Copy all entries verbatim and keep any pictures out of the copy.
-.-.-
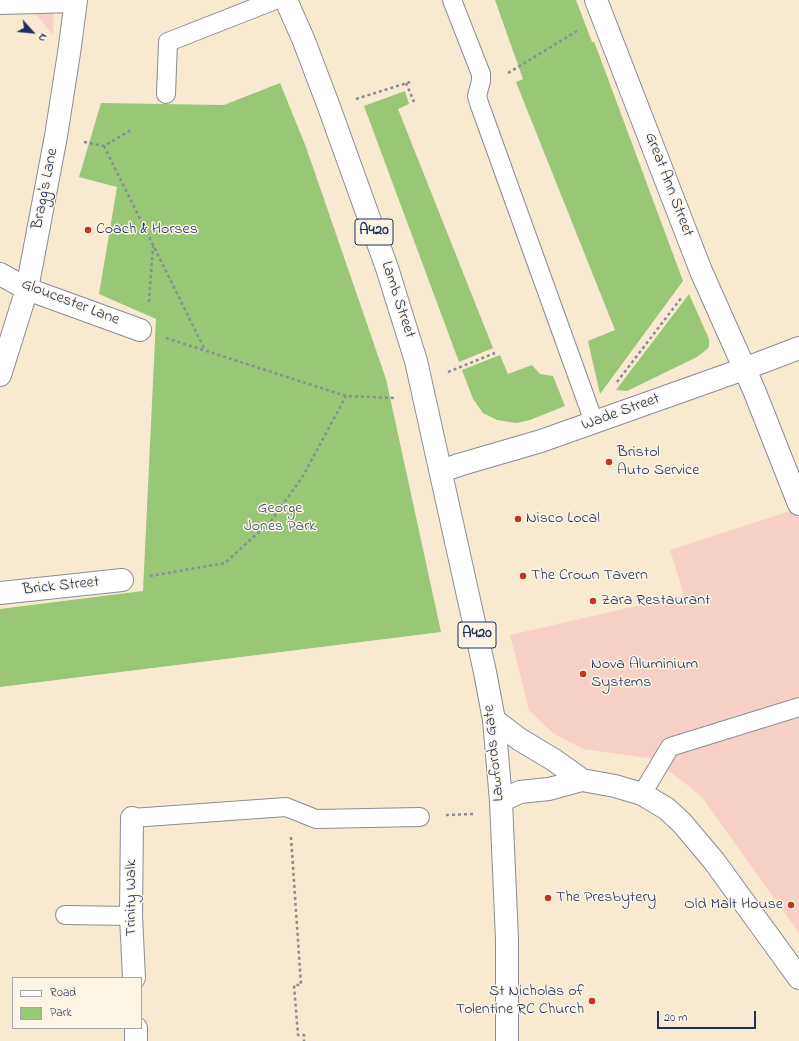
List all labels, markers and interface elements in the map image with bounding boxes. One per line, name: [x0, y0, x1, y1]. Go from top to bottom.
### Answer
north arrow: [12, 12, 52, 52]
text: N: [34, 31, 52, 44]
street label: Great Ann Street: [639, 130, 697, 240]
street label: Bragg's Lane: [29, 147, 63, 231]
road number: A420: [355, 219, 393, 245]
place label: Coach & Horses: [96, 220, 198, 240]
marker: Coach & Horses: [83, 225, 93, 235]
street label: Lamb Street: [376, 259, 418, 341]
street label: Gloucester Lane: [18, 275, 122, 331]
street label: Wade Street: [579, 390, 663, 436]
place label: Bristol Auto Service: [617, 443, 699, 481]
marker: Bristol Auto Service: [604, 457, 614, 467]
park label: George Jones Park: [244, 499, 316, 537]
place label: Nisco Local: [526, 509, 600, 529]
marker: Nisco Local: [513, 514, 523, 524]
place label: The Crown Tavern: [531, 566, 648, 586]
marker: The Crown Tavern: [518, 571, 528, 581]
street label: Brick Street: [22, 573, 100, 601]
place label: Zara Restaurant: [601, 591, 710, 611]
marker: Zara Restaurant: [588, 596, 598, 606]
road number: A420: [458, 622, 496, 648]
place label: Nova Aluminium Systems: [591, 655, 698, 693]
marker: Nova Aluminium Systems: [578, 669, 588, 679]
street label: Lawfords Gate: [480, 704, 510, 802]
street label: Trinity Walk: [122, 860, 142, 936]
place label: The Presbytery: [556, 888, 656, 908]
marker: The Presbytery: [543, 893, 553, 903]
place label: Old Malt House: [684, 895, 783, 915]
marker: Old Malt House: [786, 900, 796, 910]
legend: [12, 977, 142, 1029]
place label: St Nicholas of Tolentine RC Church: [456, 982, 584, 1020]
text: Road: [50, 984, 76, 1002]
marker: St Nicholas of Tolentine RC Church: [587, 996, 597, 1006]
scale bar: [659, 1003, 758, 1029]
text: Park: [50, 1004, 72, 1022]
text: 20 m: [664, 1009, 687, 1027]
-.-.-
### Response
List all labels, markers and interface elements in the map image with bounding boxes. One per line, name: [x0, y0, x1, y1]. Go from top to bottom.
### Answer
north arrow: [12, 12, 52, 52]
text: N: [34, 31, 52, 44]
street label: Great Ann Street: [639, 130, 697, 240]
street label: Bragg's Lane: [29, 147, 63, 231]
road number: A420: [355, 219, 393, 245]
place label: Coach & Horses: [96, 220, 198, 240]
marker: Coach & Horses: [83, 225, 93, 235]
street label: Lamb Street: [376, 259, 418, 341]
street label: Gloucester Lane: [18, 275, 122, 331]
street label: Wade Street: [579, 390, 663, 436]
place label: Bristol Auto Service: [617, 443, 699, 481]
marker: Bristol Auto Service: [604, 457, 614, 467]
park label: George Jones Park: [244, 499, 316, 537]
place label: Nisco Local: [526, 509, 600, 529]
marker: Nisco Local: [513, 514, 523, 524]
place label: The Crown Tavern: [531, 566, 648, 586]
marker: The Crown Tavern: [518, 571, 528, 581]
street label: Brick Street: [22, 573, 100, 601]
place label: Zara Restaurant: [601, 591, 710, 611]
marker: Zara Restaurant: [588, 596, 598, 606]
road number: A420: [458, 622, 496, 648]
place label: Nova Aluminium Systems: [591, 655, 698, 693]
marker: Nova Aluminium Systems: [578, 669, 588, 679]
street label: Lawfords Gate: [480, 704, 510, 802]
street label: Trinity Walk: [122, 860, 142, 936]
place label: The Presbytery: [556, 888, 656, 908]
marker: The Presbytery: [543, 893, 553, 903]
place label: Old Malt House: [684, 895, 783, 915]
marker: Old Malt House: [786, 900, 796, 910]
legend: [12, 977, 142, 1029]
place label: St Nicholas of Tolentine RC Church: [456, 982, 584, 1020]
text: Road: [50, 984, 76, 1002]
marker: St Nicholas of Tolentine RC Church: [587, 996, 597, 1006]
scale bar: [659, 1003, 758, 1029]
text: Park: [50, 1004, 72, 1022]
text: 20 m: [664, 1009, 687, 1027]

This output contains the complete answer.